Python SDK

The atomiverse Python package lets you submit calculations and retrieve results from code. It handles authentication, serialization, and polling — you describe the job and call submit.

Installation

pip install https://atomiverse.com/packages/atomiverse

Requirements: Python 3.10 or newer.

Creating an API Key

You need an API key before running any calculations.

1. Sign in at atomiverse.com.
2. Open Settings from the top navigation bar.
3. Under API Keys, click New Key.
4. Give the key a descriptive name (e.g. research-laptop, colab-notebook) and click Create.
5. Copy the key immediately — it is only shown once.

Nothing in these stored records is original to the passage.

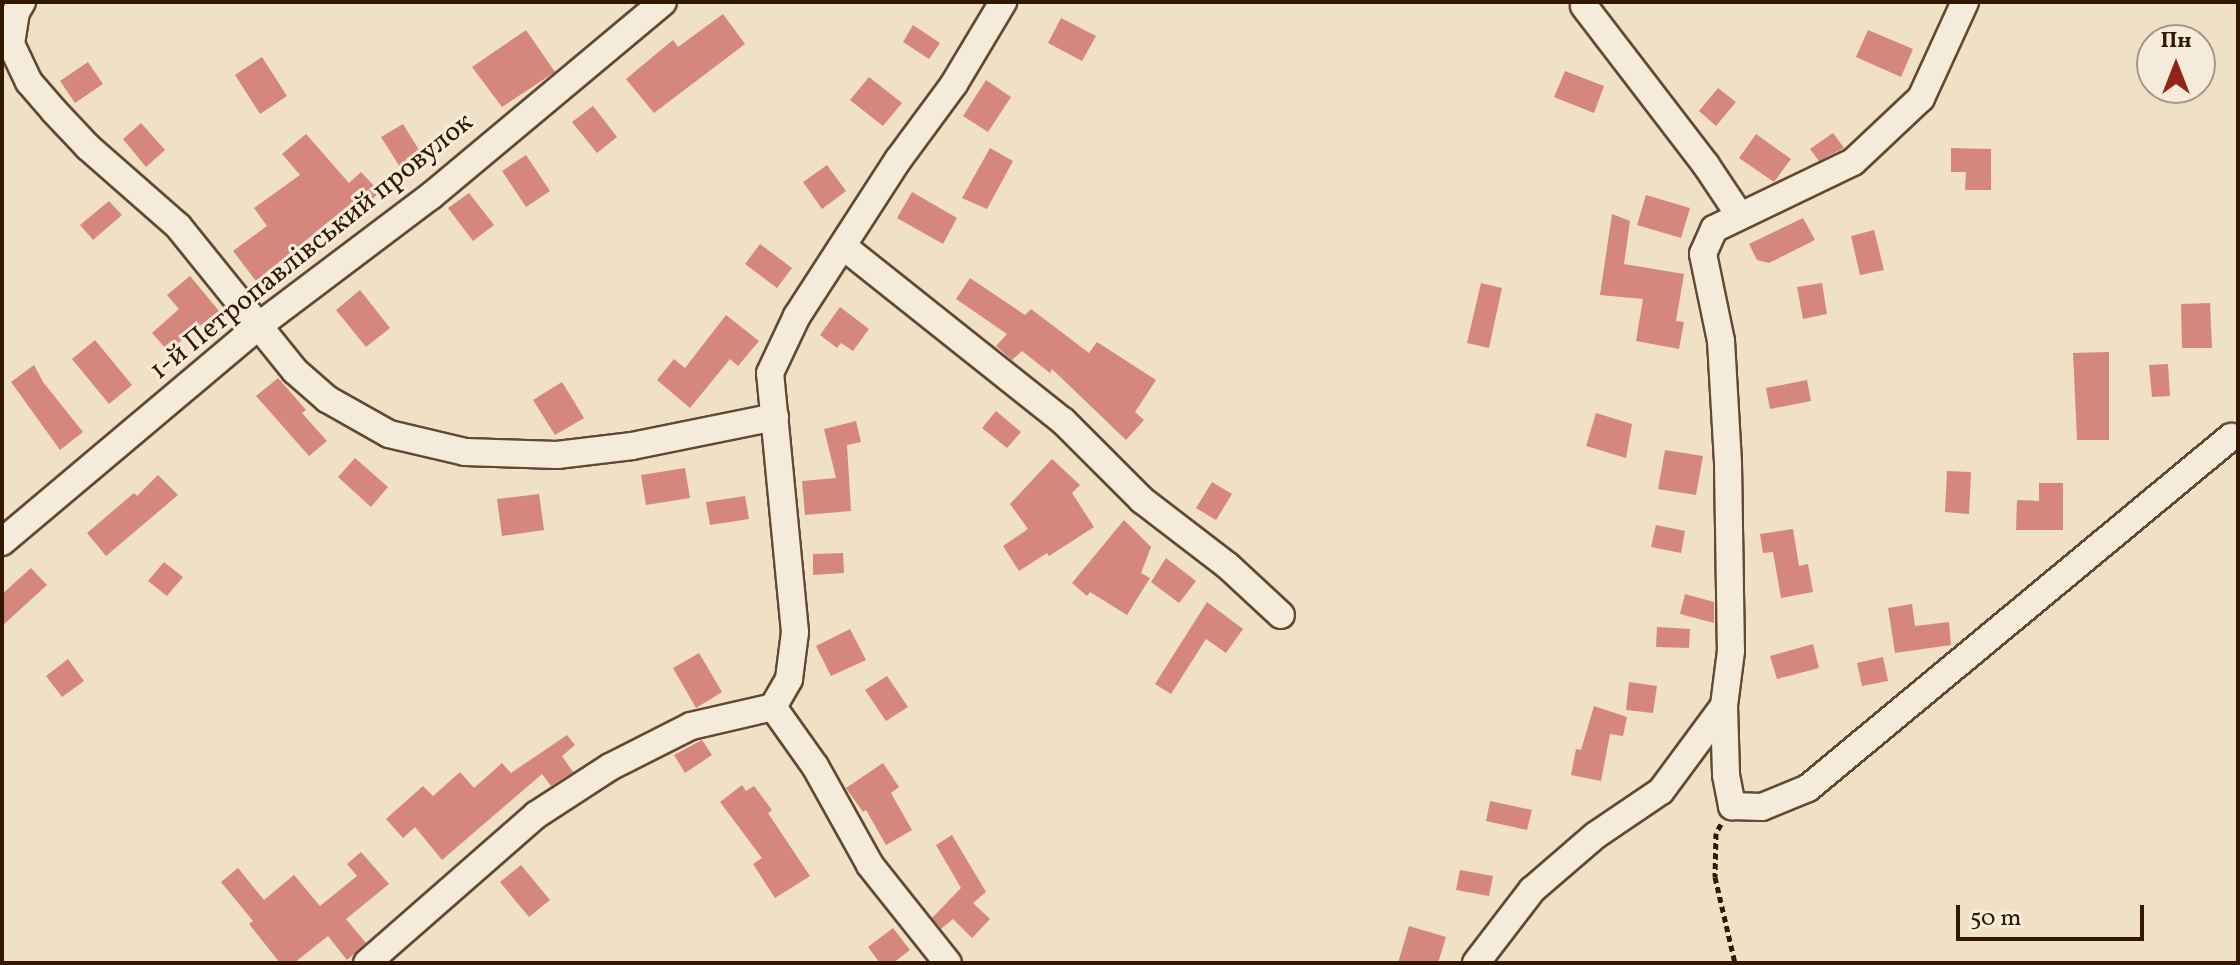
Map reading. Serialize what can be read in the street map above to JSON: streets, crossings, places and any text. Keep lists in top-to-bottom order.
{
  "streets": {
    "street": ["1-й Петропавлівський провулок"]
  },
  "scale_bar": "50 m",
  "north": "top"
}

You can create multiple keys with different names. Each key can be revoked individually from the same Settings page without affecting your other keys.

Configuring the SDK

The SDK looks for your API key in this order:

1. Explicit call — pass your key directly:

import atomiverse

atomiverse.configure(api_key="your-api-key")

2. Environment variable — set ATOMIVERSE_API_KEY:

export ATOMIVERSE_API_KEY=your-api-key

3. Key file — store it in ~/.atomiverse/api_key:

mkdir -p ~/.atomiverse
echo "your-api-key" > ~/.atomiverse/api_key
chmod 600 ~/.atomiverse/api_key

Once configured via environment variable or key file, no code change is needed — the SDK picks it up automatically.

Quick Start

Generate a 3D structure from a SMILES string and run a calculation:

import atomiverse
from atomiverse import Atoms, JobFailedError, SinglePointEnergy
from atomiverse.levels import GFN2_XTB

water = Atoms.from_smiles("O")

job = SinglePointEnergy(
    atoms=water,
    level_of_theory=GFN2_XTB,
)
job.submit()

try:
    result = job.require_result()
except JobFailedError as exc:
    print(f"Job failed: {exc.failure.error}")
else:
    print(f"Energy: {result.energy} Hartree")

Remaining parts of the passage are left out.